The 1856 Project
Universities Studying Slavery at the University of Maryland
The history of slavery is inextricably linked to the story of America and to the history of the University of Maryland. The 1856 Project aims to investigate UMD's connections to slavery in order to provide a blueprint for a richer understanding of generations of racialized trauma rooted in the university.
The 1856 Project is part of the Universities Studying Slavery consortium, a multi-institutional collaboration focused on sharing best practices and guiding principles for embarking on truth-telling projects that address human bondage and racism in institutional histories.
As an important part of the University of Maryland's strategic commitments, The 1856 Project provides a narrative of the university's history that embraces its past, stands firm in the challenges and achievements of its present, and lays the groundwork for a more equitable future.
Photo source: Charlie Dory and kitchen staff, Maryland Agricultural College, c. 1912, Maryland Agricultural College collection, Accession #72-219, Box 3, https://hdl.handle.net/1903.1/5878 // (left to right: Bill Dory; Ferdinand Hughes; Spencer Dory; Charlie Dory)
The Dory Family
In 1893, John F. “Frank” Dory set foot on the Maryland Agricultural College campus and began a long legacy of food service to the campus that has extended almost as long as the university itself. Traces of the Dory family’s lasting contributions to the campus can be found in UMD’s University Archives, where the Dory name first appears on a photograph (featured above) of four men working in the kitchens—from left to right: William Dory; Ferdinand Hughes; Spencer Dory; and head cook, Charles “Charlie” Dory.
An exploration of early Comptroller’s records by graduate students in Dr. Henry “Quint” Gregory’s course, “Collaborative Curation: The 1856 Project,” uncovered a ledger with entries for African American employees that shows Charlie Dory earning $53 on July 31, 1917 for his work in the domestic department. Later campus histories elucidate the legacy of Delarce “Lock” Dory’s 52 years of service. Lock began his employment with UMD in 1923, working with his father Charlie, and spent over five decades of his life on campus providing both food and care to those who encountered him. As his grandson, Curtis Lockerman, described for the university’s Dining Services newsletter in 1993: “He put people first and always tried to help others…and for this he was well known.” His service to the university was honored with the creation of Dory’s Sweet Shop, a former ice cream shop located in Adele H. Stamp Student Union; another family member, Emma Dory Powers, is still honored today by Dining Services through the Emma Powers Award given to exemplary student employees.

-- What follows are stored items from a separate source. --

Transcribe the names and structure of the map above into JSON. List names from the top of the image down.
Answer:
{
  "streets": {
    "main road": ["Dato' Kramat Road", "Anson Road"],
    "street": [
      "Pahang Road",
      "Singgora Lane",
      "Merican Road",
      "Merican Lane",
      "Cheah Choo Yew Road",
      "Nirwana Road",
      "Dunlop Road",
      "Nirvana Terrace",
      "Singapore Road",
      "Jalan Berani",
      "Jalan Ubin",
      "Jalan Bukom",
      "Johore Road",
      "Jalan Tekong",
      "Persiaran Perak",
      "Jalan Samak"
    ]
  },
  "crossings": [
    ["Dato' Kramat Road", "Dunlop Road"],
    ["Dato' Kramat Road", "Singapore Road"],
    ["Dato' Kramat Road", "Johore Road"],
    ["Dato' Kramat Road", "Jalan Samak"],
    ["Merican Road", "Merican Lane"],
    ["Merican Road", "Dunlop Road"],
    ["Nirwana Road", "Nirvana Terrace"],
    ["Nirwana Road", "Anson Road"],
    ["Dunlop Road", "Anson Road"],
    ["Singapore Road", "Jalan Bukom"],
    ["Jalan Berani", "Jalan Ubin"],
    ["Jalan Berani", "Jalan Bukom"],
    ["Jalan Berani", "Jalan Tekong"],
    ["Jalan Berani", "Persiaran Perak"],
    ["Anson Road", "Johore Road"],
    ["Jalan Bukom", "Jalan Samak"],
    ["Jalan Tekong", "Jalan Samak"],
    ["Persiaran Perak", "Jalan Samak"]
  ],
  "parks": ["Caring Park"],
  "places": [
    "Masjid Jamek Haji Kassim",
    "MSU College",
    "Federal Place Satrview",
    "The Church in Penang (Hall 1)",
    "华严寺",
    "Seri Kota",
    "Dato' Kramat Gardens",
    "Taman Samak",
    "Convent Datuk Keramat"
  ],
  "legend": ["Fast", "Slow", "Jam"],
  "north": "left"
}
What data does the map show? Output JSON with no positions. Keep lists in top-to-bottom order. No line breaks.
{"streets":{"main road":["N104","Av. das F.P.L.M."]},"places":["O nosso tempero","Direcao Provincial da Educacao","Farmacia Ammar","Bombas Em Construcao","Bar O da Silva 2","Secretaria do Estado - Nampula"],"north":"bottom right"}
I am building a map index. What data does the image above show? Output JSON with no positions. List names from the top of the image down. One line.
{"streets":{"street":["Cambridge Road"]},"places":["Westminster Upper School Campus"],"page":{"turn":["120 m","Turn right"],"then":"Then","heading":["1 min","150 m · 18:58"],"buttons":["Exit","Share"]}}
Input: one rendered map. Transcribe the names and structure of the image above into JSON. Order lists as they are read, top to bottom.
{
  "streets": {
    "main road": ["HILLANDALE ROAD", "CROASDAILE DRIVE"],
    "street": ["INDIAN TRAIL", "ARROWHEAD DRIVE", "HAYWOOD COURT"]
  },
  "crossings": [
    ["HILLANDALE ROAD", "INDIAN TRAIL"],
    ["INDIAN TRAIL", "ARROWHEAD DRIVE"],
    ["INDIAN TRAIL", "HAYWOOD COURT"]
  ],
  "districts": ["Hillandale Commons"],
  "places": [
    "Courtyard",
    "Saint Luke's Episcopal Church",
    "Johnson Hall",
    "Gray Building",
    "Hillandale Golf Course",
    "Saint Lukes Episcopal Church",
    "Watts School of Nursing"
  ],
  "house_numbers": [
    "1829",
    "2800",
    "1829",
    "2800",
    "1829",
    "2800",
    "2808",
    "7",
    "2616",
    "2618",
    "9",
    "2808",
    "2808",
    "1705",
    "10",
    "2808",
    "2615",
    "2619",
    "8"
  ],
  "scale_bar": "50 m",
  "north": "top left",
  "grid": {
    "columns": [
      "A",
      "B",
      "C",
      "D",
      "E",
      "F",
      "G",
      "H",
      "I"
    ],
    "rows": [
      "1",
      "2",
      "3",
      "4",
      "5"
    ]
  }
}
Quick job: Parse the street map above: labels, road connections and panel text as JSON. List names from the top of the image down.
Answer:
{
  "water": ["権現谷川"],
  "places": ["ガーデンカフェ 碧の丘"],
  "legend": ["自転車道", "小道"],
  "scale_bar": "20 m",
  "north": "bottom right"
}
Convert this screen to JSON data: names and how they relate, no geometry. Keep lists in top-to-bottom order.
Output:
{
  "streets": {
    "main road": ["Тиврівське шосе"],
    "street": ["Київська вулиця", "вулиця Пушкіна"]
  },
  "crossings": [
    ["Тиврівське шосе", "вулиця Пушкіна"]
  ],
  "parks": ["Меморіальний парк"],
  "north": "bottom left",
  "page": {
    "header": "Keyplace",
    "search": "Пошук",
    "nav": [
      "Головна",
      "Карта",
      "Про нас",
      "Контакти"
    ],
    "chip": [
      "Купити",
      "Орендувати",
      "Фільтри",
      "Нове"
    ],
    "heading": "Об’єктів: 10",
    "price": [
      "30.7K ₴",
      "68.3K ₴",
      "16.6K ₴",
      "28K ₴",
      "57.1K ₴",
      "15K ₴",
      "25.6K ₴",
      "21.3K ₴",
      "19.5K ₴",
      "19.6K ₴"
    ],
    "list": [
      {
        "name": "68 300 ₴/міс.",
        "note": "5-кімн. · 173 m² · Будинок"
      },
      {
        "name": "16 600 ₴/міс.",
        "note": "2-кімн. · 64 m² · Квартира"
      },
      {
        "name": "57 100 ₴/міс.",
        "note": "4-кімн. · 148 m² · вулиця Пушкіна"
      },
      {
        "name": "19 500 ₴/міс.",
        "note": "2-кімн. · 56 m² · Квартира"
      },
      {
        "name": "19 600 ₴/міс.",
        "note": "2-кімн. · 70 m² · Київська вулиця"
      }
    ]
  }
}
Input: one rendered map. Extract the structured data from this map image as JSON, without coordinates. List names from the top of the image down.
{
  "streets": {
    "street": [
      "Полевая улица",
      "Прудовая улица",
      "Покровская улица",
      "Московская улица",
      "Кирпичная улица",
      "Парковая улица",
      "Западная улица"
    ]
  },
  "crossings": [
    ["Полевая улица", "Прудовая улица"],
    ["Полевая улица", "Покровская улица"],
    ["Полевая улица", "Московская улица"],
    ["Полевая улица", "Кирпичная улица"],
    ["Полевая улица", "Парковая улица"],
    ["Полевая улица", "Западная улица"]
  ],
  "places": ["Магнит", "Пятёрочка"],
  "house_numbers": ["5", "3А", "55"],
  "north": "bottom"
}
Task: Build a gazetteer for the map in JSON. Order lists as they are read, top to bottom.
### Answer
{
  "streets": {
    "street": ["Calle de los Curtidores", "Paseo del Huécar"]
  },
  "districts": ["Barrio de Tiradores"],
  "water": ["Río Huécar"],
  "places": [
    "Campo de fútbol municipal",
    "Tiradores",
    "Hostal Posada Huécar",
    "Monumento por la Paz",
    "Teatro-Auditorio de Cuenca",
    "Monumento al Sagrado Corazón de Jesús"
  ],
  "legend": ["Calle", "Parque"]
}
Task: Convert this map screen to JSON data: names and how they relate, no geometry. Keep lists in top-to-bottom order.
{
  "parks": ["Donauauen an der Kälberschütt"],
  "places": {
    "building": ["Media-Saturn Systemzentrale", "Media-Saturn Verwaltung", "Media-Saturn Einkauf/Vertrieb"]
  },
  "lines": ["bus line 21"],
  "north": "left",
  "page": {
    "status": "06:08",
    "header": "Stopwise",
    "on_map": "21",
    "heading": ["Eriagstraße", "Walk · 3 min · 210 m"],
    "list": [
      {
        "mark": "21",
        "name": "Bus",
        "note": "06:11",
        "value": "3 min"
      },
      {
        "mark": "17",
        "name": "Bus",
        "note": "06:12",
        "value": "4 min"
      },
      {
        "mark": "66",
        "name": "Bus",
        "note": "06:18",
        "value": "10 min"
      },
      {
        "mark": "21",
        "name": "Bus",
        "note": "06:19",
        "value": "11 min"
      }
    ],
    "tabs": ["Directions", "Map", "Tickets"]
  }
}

-section authored by Mallory Haselberger, Student Assistant for Maryland & Historical Collections and The 1856 Project, and member of the 2022 Collaborative Curation course
Photo source: 1917 Disbursements Ledger, Office of the Comptroller records
The 1856 Project in the Classroom
In Fall 2022, graduate students in Dr. Henry “Quint” Gregory’s course, “Collaborative Curation: The 1856 Project,” pursued the first official line of inquiry into the presence of the Dory family on campus—and explored the means by which the university has benefitted from the labor of local Black communities since its founding.
Alongside the family’s service to the university, however, students in the class look forward to acknowledging the Dory’s lives outside of the UMCP campus in such organizations as the local Elks Lodge and through their church and civic participation in and around the Lakeland community. The Lakeland Community Heritage Project’s work helps to expand the narrative away from that of Black labor, to the human and personal connections fostered across Route 1. The Dory family is only one small part of Lakeland’s history connected to the University of Maryland campus, and further research continues to rediscover the individuals, families, and stories that have been forgotten in the archives. The Collaborative Curation course is planning an exhibition for the Spring 2023 semester, “The Heart of the Table,” hosted in the Parren J. Mitchell Art-Sociology Building that aims to begin exploring the Dory family’s legacy—in and out of the kitchen, and beyond the confines of the university as well.
-section authored Mallory Haselberger, Student Assistant for Maryland & Historical Collections and The 1856 Project, and member of the 2022 Collaborative Curation course
University Archives has been working with Dr. Gregory and his students to help uncover information in the archives that is helping all parties to reach their common goals of more robust knowledge and resources related to The 1856 Project for our local and campus communities.